The mechanical techniques include microfluidization techniques, high-intensity ultrasonic treatments, and cryocrushing, which split the cellulose fibers along the longitudinal axis and help extract the cellulose microfibrils by producing enough shear force [54]. Mechanical methods have also been extensively researched for producing nanocellulose particles as part of the fabrication using enzymatic treatment, acid hydrolysis, oxidation, or a combination. These methods are commonly used to create cellulose nanofibers, which are nanometers or tens of nanometers in diameter and have lengths up to several microns [57]. Among others, ball milling is the most promising method and is widely used for CNC preparation. It is a cost-effective and environmentally friendly technique that is widely preferred over traditional methods (acid hydrolysis) involving concentrated acid. It requires the proper removal of excess acid via dialysis during centrifugation post-processing and is a time-consuming process ^[58][59][58,59]. Some drawbacks include contamination from the grinding containers and medium, usually metal or ceramic contamination, the formation of irregular shapes, and extended cleaning and milling times [60].

In enzymatic hydrolysis, the reaction between cellulases and cellulose is involved in degrading the cellulose into fermentable sugars. There are three main cellulose groups: Endo-Glucanase, which attacks the low-crystallinity areas of cellulose fibers and generates free chain ends; Exo-Glucanase, which produces free chain ends that are cleaved to the sugar chains; and b-Glucosidase, which releases glucose from cellobiose [61]. The enzymatic hydrolysis of cellulose offers the potential for higher selectivity, higher yields, milder operating conditions, and lower energy costs than chemical processes [62].

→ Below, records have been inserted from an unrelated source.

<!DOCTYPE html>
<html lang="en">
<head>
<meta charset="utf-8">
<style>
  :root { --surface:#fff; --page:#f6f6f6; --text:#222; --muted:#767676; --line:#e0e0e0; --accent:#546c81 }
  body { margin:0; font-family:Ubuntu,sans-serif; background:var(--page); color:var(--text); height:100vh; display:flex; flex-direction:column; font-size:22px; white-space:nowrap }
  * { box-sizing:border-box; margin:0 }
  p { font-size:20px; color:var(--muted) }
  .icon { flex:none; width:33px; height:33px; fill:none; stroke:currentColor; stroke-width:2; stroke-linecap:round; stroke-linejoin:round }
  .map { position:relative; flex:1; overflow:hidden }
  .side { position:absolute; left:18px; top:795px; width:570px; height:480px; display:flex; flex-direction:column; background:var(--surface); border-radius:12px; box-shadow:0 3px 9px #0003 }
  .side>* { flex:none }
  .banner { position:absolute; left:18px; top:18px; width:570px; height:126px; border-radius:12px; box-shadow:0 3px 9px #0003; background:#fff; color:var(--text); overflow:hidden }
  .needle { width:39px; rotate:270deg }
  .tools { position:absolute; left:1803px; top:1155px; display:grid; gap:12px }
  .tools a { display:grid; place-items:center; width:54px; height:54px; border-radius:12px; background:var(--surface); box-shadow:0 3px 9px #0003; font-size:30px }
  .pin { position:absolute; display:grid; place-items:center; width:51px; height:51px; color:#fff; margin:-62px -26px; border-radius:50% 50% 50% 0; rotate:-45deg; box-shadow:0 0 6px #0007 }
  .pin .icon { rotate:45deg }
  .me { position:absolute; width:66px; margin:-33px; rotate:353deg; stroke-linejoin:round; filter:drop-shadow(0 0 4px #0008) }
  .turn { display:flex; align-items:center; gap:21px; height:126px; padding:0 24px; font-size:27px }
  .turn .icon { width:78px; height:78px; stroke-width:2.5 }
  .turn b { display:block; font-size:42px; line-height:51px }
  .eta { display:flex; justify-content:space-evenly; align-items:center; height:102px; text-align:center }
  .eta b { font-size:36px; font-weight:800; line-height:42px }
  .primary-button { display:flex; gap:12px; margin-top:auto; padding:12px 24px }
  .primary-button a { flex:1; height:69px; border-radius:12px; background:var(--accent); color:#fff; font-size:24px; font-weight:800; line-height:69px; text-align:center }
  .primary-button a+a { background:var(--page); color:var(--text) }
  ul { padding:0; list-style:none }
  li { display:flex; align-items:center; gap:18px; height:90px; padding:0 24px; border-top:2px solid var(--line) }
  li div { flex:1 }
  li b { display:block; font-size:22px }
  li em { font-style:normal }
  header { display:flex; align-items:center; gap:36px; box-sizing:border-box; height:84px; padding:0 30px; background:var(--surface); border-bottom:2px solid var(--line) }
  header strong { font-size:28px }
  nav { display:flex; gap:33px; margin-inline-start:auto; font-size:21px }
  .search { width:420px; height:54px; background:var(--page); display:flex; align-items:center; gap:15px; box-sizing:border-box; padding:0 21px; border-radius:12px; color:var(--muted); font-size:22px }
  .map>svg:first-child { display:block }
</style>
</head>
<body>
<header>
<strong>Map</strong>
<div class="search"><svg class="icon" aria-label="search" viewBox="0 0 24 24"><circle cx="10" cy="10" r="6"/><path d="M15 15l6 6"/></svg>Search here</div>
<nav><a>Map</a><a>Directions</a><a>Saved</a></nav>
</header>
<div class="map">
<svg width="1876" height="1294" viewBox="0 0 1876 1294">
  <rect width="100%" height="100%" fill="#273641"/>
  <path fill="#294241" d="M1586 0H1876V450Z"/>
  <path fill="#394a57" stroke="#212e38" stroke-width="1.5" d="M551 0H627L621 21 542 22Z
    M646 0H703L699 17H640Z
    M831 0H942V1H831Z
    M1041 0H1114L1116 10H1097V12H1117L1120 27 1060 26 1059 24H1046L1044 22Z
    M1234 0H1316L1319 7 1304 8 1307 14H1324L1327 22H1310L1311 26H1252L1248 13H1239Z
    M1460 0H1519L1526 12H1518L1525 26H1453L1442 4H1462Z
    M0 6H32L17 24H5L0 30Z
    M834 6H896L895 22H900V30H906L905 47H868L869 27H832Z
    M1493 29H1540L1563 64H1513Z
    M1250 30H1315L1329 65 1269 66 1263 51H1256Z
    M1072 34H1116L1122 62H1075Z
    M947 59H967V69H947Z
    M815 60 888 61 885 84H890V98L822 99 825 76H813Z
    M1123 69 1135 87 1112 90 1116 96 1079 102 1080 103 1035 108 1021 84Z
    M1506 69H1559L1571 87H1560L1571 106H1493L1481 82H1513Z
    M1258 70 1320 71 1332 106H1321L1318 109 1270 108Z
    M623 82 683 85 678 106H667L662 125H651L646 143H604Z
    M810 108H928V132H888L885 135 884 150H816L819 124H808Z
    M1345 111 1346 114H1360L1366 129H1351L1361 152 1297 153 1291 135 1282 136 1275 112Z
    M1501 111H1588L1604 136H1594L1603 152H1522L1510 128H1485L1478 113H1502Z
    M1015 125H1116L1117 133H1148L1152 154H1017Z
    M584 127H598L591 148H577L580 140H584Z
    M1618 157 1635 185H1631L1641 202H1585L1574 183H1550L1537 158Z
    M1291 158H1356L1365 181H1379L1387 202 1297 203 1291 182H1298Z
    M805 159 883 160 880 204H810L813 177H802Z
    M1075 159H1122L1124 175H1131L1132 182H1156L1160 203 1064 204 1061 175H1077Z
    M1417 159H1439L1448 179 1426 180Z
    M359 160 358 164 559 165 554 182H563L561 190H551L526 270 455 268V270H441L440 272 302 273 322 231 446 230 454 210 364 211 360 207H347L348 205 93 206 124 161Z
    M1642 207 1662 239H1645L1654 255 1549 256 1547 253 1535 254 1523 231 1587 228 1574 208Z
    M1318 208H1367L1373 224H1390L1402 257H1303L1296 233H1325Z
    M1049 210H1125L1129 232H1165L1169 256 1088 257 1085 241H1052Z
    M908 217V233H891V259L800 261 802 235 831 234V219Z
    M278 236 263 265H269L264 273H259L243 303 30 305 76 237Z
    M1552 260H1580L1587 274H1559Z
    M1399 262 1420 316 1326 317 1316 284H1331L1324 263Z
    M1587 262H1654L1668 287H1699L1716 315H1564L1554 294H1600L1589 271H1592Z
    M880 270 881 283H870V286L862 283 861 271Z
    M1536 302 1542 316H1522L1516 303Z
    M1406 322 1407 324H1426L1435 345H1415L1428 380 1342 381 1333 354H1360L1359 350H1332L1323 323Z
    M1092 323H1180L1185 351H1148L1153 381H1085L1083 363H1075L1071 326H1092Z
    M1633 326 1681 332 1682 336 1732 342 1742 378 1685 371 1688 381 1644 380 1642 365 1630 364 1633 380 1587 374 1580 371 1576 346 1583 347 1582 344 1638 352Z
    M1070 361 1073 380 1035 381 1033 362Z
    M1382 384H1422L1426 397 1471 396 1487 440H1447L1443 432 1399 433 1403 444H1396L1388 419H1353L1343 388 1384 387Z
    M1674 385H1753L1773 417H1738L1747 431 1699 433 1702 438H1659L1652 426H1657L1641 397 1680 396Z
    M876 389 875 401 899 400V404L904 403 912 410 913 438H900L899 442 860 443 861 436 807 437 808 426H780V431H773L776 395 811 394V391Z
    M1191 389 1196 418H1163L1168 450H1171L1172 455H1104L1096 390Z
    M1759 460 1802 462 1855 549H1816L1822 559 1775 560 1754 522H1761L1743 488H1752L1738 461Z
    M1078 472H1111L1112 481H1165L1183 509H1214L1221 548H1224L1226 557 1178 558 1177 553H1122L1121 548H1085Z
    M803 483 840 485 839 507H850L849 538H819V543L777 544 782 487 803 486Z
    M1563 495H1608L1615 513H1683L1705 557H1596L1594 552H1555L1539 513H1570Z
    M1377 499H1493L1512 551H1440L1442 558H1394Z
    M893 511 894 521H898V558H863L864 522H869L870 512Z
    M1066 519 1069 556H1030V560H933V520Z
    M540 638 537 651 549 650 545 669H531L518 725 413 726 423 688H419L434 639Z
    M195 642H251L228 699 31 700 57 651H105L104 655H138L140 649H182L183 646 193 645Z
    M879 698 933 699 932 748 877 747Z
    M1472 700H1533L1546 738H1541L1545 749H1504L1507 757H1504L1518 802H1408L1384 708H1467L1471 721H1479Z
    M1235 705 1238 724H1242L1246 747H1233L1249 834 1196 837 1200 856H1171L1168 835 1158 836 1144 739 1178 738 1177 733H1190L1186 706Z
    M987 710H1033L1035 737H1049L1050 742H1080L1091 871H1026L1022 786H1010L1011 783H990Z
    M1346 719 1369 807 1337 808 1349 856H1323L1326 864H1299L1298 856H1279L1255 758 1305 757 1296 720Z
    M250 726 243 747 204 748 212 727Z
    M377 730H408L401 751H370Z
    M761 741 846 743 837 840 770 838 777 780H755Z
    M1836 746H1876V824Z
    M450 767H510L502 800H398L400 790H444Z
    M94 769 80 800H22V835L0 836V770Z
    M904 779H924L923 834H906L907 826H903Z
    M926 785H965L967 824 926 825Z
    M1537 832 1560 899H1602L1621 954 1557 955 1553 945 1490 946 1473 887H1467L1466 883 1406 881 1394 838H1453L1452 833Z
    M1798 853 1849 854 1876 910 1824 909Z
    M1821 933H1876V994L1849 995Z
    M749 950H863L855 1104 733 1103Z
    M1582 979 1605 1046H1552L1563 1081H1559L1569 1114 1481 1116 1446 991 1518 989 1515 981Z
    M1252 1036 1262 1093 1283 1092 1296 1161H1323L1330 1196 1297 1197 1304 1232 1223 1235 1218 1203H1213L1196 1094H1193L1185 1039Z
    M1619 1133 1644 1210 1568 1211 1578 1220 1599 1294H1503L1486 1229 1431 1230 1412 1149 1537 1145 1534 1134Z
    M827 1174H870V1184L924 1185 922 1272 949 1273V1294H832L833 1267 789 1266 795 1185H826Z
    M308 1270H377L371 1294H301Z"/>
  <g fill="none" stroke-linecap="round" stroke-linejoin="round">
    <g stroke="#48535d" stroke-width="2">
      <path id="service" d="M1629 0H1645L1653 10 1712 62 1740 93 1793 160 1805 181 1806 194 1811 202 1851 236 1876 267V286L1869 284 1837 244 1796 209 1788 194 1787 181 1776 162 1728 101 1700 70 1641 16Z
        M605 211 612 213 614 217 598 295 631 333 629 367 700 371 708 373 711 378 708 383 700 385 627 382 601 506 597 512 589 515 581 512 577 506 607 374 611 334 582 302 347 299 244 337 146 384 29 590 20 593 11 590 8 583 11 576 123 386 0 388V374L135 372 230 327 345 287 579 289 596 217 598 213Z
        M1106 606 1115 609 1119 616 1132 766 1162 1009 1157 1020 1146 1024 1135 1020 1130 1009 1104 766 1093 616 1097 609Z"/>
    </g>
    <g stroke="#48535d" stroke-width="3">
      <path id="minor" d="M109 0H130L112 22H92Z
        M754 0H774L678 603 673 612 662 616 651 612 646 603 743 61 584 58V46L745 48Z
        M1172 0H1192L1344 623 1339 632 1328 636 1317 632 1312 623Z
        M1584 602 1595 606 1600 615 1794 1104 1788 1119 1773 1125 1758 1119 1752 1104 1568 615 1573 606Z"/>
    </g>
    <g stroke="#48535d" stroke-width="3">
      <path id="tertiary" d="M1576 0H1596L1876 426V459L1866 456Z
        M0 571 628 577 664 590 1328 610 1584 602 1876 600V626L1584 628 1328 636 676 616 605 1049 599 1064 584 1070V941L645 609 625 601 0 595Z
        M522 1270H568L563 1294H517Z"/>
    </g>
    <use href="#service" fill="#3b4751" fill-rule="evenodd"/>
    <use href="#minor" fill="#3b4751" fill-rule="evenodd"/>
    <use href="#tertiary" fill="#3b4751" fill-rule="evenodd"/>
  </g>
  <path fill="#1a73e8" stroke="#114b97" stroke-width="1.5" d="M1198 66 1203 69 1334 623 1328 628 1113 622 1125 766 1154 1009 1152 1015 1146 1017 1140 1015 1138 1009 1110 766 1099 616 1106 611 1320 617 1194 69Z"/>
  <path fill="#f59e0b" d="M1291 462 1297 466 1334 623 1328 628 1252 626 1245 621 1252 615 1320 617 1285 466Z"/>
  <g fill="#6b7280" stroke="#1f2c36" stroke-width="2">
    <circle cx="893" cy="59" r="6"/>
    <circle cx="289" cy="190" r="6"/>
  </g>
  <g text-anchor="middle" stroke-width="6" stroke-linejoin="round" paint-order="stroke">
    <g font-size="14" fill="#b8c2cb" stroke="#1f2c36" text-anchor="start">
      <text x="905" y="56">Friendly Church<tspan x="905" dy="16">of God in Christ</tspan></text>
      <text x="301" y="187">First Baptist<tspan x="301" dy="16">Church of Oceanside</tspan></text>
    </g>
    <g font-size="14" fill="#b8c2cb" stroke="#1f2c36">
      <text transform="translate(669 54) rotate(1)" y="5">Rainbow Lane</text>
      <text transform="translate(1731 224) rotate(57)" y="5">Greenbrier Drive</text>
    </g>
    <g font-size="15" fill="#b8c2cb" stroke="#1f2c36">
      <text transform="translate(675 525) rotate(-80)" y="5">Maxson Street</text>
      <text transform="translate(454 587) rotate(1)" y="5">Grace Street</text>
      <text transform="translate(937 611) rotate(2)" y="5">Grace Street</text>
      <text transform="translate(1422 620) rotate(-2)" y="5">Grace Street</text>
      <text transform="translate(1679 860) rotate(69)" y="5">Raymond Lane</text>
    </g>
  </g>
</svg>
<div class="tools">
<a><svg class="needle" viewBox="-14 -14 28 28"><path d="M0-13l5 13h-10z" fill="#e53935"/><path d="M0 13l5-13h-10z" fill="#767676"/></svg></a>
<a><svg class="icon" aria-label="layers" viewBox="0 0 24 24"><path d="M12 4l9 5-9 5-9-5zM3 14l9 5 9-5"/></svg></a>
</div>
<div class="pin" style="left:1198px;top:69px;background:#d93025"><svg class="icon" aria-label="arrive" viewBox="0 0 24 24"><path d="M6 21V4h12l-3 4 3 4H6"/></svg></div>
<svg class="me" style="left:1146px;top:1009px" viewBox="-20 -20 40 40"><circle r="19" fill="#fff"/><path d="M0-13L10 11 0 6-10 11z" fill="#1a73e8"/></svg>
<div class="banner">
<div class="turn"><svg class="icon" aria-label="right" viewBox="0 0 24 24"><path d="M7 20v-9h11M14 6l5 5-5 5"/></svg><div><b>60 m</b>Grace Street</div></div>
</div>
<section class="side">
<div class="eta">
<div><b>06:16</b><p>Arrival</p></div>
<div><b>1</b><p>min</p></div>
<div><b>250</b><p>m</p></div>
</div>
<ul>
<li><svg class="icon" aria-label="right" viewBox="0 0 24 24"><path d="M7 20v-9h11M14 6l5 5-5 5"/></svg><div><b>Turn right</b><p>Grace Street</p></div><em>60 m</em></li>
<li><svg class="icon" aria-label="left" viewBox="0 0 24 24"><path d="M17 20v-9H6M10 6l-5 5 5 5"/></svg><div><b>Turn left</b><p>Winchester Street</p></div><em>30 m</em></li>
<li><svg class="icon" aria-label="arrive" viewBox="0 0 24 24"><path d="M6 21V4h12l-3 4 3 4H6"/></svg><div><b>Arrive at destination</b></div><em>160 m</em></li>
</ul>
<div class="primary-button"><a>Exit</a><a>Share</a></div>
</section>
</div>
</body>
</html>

Acid hydrolysis is a technique that is currently widely used for the production of nanocellulose. Several acids are used in acid hydrolysis, such as phosphoric, malic, hydrochloric, and sulfuric acids ^[16][55][16,55]. CNCs have recently been produced using hydrochloric, organic, phosphoric, hydrobromic, liquid, gaseous, organic, and inorganic acids. Acid hydrolysis using sulfuric acid is the oldest process, and it remains the most commonly used method for CNC preparation [53]. In acid hydrolysis, amorphous domains regularly distributed along the microfibrils are usually removed using strong-acid hydrolysis. Strong acids can easily penetrate low-order amorphous regions and hydrolyze them while leaving the crystalline regions unaffected [54]. The reaction ends with the surface hydroxyl group of nanocellulose during sulfuric acid hydrolysis, yielding surface sulfate groups, which leads to a negatively charged layer on the nanocrystals. This improves the phase stability of nanocrystalline particles in aqueous solutions even more [55].